Both cemeteries contain war graves of Commonwealth service personnel registered and maintained by the Commonwealth War Graves Commission (CWGC).

Brockley Cemetery contains 195 war graves, 175 from World War I and 19 from World War II. The majority of the graves lie in a War Plot. On the cemetery's west side, a Screen Wall memorial lists those whose graves could not be marked by headstones.

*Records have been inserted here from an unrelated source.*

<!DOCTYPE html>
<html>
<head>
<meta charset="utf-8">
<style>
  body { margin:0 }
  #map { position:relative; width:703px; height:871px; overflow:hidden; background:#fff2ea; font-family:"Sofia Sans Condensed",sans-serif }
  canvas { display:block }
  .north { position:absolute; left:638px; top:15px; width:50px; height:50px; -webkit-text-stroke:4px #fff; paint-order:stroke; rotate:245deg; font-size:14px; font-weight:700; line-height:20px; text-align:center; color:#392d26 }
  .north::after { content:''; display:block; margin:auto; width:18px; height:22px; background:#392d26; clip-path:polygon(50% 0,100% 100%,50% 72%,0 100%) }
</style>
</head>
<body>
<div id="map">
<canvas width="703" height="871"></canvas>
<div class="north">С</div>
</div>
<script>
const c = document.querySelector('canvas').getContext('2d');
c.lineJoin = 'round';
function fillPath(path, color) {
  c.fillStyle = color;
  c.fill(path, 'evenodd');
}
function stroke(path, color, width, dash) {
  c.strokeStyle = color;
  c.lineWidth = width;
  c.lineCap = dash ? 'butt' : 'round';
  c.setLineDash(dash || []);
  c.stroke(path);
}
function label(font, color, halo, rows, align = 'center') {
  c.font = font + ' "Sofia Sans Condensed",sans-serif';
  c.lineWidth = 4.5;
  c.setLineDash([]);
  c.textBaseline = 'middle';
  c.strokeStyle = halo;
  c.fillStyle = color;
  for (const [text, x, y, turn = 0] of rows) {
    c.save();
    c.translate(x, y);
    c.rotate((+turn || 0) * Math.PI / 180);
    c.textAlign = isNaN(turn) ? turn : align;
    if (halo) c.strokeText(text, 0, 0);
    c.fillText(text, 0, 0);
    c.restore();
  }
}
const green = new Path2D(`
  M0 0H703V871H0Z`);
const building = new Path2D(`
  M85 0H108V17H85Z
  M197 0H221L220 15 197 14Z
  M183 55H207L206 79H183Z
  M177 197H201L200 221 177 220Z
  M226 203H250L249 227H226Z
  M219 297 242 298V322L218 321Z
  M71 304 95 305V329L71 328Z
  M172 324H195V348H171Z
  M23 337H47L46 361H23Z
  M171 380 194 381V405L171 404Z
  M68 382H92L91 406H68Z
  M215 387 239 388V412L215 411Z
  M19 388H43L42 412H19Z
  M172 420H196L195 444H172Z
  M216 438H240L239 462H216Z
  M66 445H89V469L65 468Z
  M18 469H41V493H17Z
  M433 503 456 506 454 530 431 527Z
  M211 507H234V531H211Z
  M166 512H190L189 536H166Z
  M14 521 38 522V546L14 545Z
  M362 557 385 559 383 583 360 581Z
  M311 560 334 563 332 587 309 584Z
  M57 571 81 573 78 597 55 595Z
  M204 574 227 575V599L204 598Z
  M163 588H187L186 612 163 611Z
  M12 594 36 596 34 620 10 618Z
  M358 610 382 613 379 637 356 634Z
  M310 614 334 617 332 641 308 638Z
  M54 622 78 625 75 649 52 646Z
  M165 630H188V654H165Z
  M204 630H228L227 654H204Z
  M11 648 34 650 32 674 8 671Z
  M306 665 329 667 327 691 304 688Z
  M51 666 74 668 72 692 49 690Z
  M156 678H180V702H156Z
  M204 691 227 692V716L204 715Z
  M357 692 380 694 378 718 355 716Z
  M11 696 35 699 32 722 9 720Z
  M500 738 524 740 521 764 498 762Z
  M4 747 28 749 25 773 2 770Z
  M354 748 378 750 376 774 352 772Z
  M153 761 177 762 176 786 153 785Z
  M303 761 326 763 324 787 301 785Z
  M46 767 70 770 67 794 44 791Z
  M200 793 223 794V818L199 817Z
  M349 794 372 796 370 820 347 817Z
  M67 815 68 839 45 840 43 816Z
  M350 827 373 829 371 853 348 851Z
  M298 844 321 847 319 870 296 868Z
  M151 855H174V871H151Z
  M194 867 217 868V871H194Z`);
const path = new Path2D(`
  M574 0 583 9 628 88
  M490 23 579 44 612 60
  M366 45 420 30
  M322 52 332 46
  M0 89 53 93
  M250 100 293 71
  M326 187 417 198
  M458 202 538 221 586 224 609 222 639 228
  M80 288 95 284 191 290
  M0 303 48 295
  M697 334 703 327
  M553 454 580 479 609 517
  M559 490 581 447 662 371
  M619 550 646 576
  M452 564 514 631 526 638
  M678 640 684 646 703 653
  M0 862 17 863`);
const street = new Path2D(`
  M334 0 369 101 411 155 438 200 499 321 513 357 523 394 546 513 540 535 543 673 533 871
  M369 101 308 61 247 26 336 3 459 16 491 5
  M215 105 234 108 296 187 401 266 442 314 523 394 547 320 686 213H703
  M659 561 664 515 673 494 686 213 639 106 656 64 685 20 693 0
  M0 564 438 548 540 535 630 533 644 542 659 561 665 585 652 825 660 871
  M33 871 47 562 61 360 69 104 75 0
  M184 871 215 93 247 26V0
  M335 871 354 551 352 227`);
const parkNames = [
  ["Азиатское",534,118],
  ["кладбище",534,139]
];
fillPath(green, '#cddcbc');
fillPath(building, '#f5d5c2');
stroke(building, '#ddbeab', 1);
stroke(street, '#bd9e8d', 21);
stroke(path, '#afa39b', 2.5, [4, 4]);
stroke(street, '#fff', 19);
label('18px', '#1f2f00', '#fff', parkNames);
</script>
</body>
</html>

Ladywell Cemetery contains 229 war graves from World War I and 18 from World War II. A War Graves plot contains 100 graves, the names of those buried there being listed on a Screen War Memorial in Plot D, as well as those buried elsewhere in the cemetery whose graves could not be marked by headstones. The CWGC also maintain a Commemorative Plot, in Plot B, on which 46 headstones have been erected.

==Ladywell entrance gates==
The Ladywell entrance to the cemetery is Grade II listed. This notes that the gates were built in 1857 to the designs of William Morphrew, for the Lewisham Burial Board. The gates are made of wrought iron, the piers of stone; square, with set back, sloping tops culminating in saddleback gables. The gates are of florid Gothic design, the monogram of the Lewisham Burial Board in the three lower hubs to each gate, with trefoil and barley sugar decoration above. The name LADYWELL CEMETERY may have been inserted, or is more likely a reworking of the original name LEWISHAM CEMETERY; the style of the lettering, however, is clearly of 1857.